Newsletter, February 2011
In a payday loan lawsuit, Florida’s Fourth District Court of Appeal (South Florida area) recently held that a trial court properly denied the defendants’ motion to compel arbitration in class action based on Florida Deceptive and Unfair Trade Practices Act and other remedial statutes, in which plaintiffs alleged that defendants, under deceptive guise of check cashing service, were in reality loaning money to Florida consumers at usurious rates.
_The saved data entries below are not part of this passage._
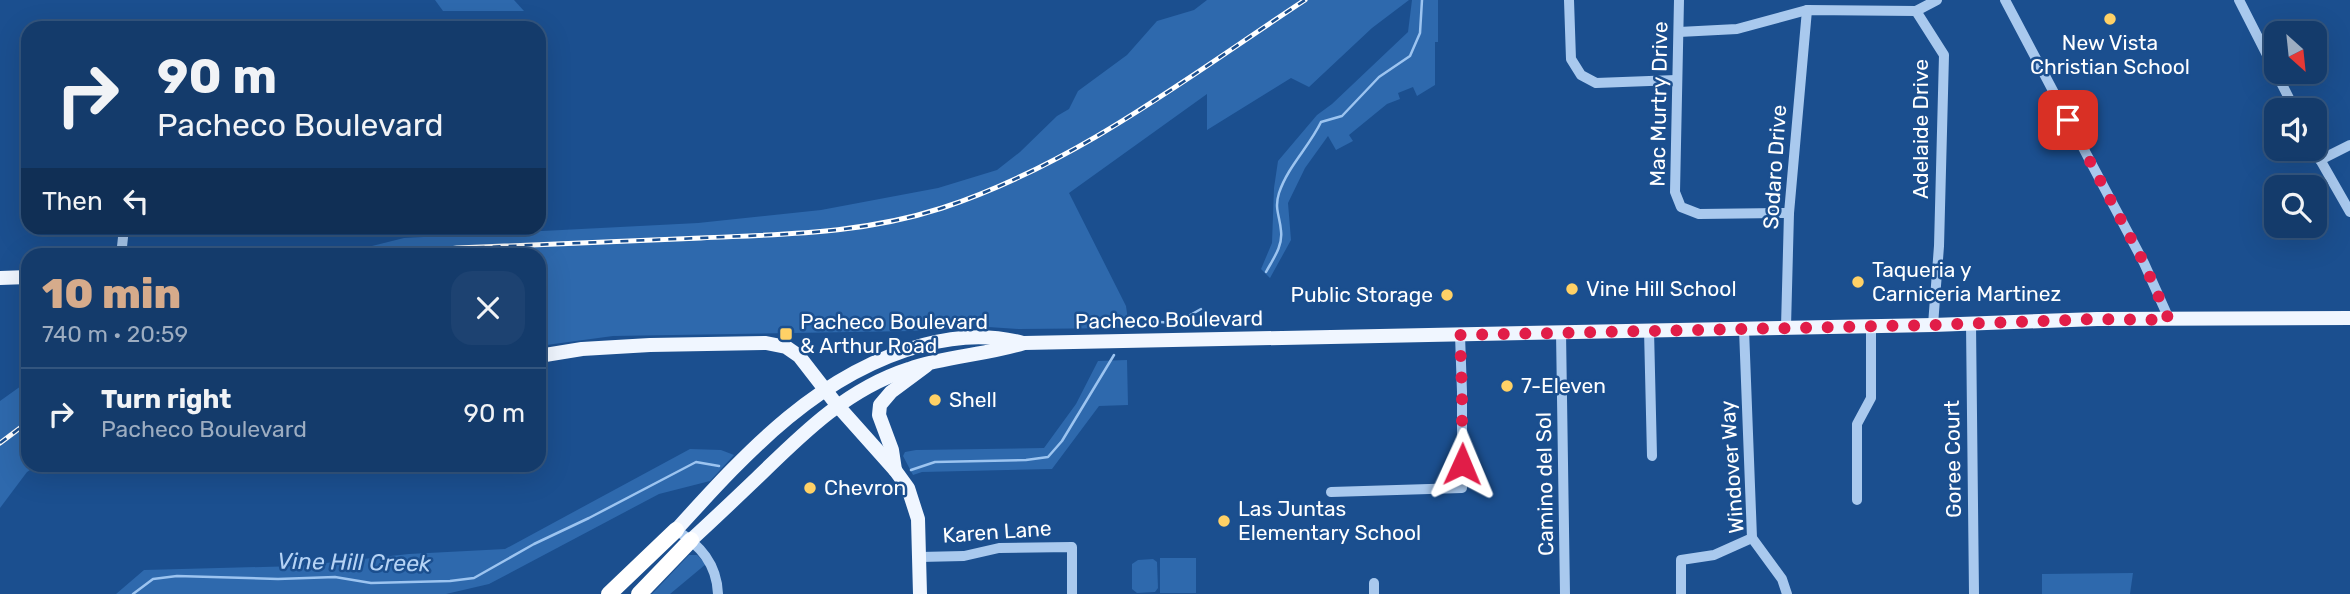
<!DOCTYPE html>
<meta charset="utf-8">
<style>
:root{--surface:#143b6b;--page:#1d4271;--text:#f1f3f6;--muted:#9dadc1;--line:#33557e;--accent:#d6ab8b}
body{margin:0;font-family:Rubik,sans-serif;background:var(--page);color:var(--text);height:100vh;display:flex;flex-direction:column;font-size:26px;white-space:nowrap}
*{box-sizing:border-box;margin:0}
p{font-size:23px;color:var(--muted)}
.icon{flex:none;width:38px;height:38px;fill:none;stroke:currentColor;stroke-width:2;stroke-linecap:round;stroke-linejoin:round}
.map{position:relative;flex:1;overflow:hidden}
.details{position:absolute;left:21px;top:248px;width:525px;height:224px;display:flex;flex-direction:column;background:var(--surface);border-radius:21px;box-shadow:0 7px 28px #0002,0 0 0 2px var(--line)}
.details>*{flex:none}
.hud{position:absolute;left:21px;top:21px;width:525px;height:214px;border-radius:21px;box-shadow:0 7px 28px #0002,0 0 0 2px var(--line);background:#143b6b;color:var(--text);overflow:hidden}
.needle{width:46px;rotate:153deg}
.buttons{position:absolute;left:2264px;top:21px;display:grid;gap:14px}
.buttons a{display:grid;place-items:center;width:63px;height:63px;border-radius:14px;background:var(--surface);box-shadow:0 7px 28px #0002,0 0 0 2px var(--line);font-size:35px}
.pin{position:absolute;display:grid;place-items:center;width:60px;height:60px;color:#fff;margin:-30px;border-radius:14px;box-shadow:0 4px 10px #0006}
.me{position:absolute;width:77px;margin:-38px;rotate:1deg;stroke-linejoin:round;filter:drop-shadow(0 0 5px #0008)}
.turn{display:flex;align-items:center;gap:24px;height:147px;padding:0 21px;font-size:32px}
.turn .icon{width:91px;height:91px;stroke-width:2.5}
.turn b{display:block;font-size:49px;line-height:60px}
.then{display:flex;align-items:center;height:66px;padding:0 21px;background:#0003;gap:14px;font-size:26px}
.round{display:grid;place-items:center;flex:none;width:74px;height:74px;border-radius:21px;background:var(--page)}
.head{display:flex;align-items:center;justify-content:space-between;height:119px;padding:0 21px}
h1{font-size:42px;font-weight:800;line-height:52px;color:var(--accent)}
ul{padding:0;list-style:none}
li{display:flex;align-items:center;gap:21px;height:91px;padding:0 21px;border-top:2px solid var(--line)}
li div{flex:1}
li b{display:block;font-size:26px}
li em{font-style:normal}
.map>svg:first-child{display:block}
</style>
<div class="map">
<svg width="2350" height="594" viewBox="0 0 2350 594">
<rect width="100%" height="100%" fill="#1b4f8f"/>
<g fill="#2e69ad">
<path d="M435,0H514L524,11H443Z"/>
<path d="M1207,0H1409L1372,28L1309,87L1291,78L1207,130V94L1069,193L1126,306L1129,328L1018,329L973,326L912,331L613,336L539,346V256L336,255L404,238L698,223L821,210L938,188L997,170L1020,152L1057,116L1069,109L1078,91L1127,55L1157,21L1194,10Z"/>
<path d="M1412,0H1438V42H1435V85L1417,96L1413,87L1398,93L1400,99L1387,104L1349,135L1353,141L1336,150L1328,136L1305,168L1288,203L1291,240L1270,278L1261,269L1272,243L1274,188L1278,161L1317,115L1332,104L1408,32Z"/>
<path d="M1127,360L1128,405L1099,406L1052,469L922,472L913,475L903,456L905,452L916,450L1044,448L1076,404L1098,361Z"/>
<path d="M28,381V466H36L27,472L0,508V401Z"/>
<path d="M690,449L721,450L734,455L710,481L659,494L489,584L446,594H116L144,570L298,566L409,554L505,549Z"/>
<path d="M689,555H697L706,564L670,594H652Z"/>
<rect x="1160" y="558" width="36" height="35"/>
<path d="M1138,560L1153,559L1157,562L1158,588L1155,592L1137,593L1132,589V564Z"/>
<path d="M2133,573L2130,594H2042V574Z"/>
</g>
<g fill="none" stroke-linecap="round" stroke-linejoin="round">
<g stroke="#9cc4f0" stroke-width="2.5">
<path d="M1266,272C1273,259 1283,246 1281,231C1280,216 1274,209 1279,193C1288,166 1309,147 1321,122L1342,116L1379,77L1410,56L1420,33L1422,0"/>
<path d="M1144,321L1176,323L1201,309"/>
<path d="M911,470L935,462L1026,460L1048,457L1062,441L1114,355"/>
<path d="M133,594L153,579L177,576L278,579L335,577L371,583L450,581L474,578L534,544L589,518L696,462L719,466"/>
</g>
<g stroke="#a9c9ee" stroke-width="10">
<path d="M1569,0L1571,59L1581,75L1596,83L1676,80"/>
<path d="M1679,0L1675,192L1681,207L1699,214L1789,213"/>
<path d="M2005,0L2144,263L2169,319"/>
<path d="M2239,0L2295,110"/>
<path d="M1916,11L1944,55L1939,246L1933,325"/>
<path d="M1679,32L1737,29L1807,10L1916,11L1937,0"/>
<path d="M2314,149L2350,212"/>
<path d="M2320,160L2350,145"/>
<path d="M121,256L124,228"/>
<path d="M1971,324L1974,594"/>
<path d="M1786,327L1789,213L1807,10"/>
<path d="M1744,329L1752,538L1782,579L1787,594"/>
<path d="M1649,330L1652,456"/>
<path d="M1561,332L1565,594"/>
<path d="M1331,492L1462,488V392L1460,335"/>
<path d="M1857,500V424L1871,398V327"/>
<path d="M676,530C700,545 717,564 718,594"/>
<path d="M920,557L964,556L999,548L1072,547V594"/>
<path d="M1374,583V594"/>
<path d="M1681,594V560L1714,555L1752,538"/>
</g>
<g stroke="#f0f6ff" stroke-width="14">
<path d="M0,278L28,277"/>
<path d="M539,356L582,349L650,345L766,343L786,347L799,356L837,405L895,470L908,488L918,519L920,594"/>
<path d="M895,470L892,450L879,415L880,405L891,392L926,366"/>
<path d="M676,530C747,452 818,373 923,345C956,336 990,334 1023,343"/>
<path d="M691,540C714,519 736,498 758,477C803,433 847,389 909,369C946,356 987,355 1024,343L1933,325L2097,319L2350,318"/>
</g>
<g stroke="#fff" stroke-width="16">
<path d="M609,594L676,530"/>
<path d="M639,594L691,540"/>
</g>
<g stroke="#fff" stroke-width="5">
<g id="rail">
<path d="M397,256L457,248C539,245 620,241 701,238C785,234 862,234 942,208C1076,164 1189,76 1305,0"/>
<path d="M0,443L28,422"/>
</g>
</g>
<use href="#rail" stroke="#1b4f8f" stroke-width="2.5" stroke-dasharray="8" stroke-linecap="butt"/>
</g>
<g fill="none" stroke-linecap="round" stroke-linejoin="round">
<path stroke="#e11d48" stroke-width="12" stroke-dasharray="0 21.6" d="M1462,464V393L1460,335L1933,325L2097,319L2169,320L2144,263L2068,120"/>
</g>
<g fill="#ffd166" stroke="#1b4f8f" stroke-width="2.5">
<circle cx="2110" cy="19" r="7"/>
<circle cx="1858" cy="282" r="7"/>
<circle cx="1572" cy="289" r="7"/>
<circle cx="1447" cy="295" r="7"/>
<rect x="779" y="327" width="14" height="14" rx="3.5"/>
<circle cx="1507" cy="386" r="7"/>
<circle cx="935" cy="400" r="7"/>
<circle cx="810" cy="488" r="7"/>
<circle cx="1224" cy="521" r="7"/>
</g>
<g text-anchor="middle" stroke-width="5" stroke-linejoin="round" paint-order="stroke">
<g font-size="21" fill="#fff" stroke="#1b4f8f" text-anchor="start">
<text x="2110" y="50" text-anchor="middle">New Vista<tspan x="2110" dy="24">Christian School</tspan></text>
<text x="1872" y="277">Taqueria y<tspan x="1872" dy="24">Carniceria Martinez</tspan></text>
<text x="1586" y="296">Vine Hill School</text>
<text x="1433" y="302" text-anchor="end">Public Storage</text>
<text x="800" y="329">Pacheco Boulevard<tspan x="800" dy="24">&amp; Arthur Road</tspan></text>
<text x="1521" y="393">7-Eleven</text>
<text x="949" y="407">Shell</text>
<text x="824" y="495">Chevron</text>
<text x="1238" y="516">Las Juntas<tspan x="1238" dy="24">Elementary School</tspan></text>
</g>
<g font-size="21" fill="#fff" stroke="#1b4f8f">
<text transform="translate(1659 104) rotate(-89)" y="7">Mac Murtry Drive</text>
<text transform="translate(1921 129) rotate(-90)" y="7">Adelaide Drive</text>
<text transform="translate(1775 167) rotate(-86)" y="7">Sodaro Drive</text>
<text transform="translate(1169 320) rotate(-1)" y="7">Pacheco Boulevard</text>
<text transform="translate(1953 459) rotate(-91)" y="7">Goree Court</text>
<text transform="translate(1732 467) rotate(-94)" y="7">Windover Way</text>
<text transform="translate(1545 484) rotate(-91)" y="7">Camino del Sol</text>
<text transform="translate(997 532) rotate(-4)" y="7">Karen Lane</text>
</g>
<g font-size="23" font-style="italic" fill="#b5d3f5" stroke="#1b4f8f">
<text transform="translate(354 562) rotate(1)" y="8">Vine Hill Creek</text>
</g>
</g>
</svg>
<div class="buttons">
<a><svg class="needle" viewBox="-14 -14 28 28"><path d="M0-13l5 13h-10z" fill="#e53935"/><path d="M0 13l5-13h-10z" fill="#9dadc1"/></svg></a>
<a><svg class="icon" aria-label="sound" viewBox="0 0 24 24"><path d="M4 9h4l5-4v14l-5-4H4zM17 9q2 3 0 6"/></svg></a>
<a><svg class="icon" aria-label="search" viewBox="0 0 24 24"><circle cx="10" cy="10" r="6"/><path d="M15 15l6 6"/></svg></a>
</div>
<div class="pin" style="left:2068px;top:120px;background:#d93025"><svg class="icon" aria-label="arrive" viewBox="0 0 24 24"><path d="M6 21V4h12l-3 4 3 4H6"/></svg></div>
<svg class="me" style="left:1462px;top:464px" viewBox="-20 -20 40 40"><path d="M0-17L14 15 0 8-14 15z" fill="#e11d48" stroke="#fff" stroke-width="4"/></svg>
<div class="hud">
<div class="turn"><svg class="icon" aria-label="right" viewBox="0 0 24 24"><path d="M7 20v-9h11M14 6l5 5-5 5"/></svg><div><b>90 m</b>Pacheco Boulevard</div></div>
<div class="then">Then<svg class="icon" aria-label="left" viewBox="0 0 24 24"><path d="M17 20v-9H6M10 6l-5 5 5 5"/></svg></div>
</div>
<section class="details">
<div class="head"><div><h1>10 min</h1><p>740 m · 20:59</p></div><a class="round"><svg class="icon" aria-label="close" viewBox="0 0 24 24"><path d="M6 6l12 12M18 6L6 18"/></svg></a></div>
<ul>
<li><svg class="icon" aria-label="right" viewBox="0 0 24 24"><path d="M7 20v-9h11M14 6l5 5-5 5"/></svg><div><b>Turn right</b><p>Pacheco Boulevard</p></div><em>90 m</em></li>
</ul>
</section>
</div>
The appellate court held that the class action waiver provision defeated the remedial purposes of the consumer protection statute at issue, and thus violated public policy. The court certified the following question to the Florida Supreme Court as one of great public importance: When asserted in a claim involving a violation of Florida Deceptive and Unfair Trade Practices Act or another remedial statute, does a class action waiver in an arbitration agreement violate public policy when the trial court is persuaded by evidence that such a waiver prevents consumers from obtaining competent counsel?
Manufacturers and dealers often include arbitration clauses in contracts and warranties requiring arbitration. Those clauses might set forth that the arbitrator will not conduct class arbitration and will not allow the consumer to serve as a representative for others in the arbitration. Or, the clause might ask the consumer to waive her right to serve as a representative or to participate as a member of a class action in any lawsuit filed against us the manufacturer, dealer or related third parties.
The decision found those provisions contrary to public policy when applied to a FDUTPA claim and does not allow them, although the Florida Supreme Court might ultimately decide this issue.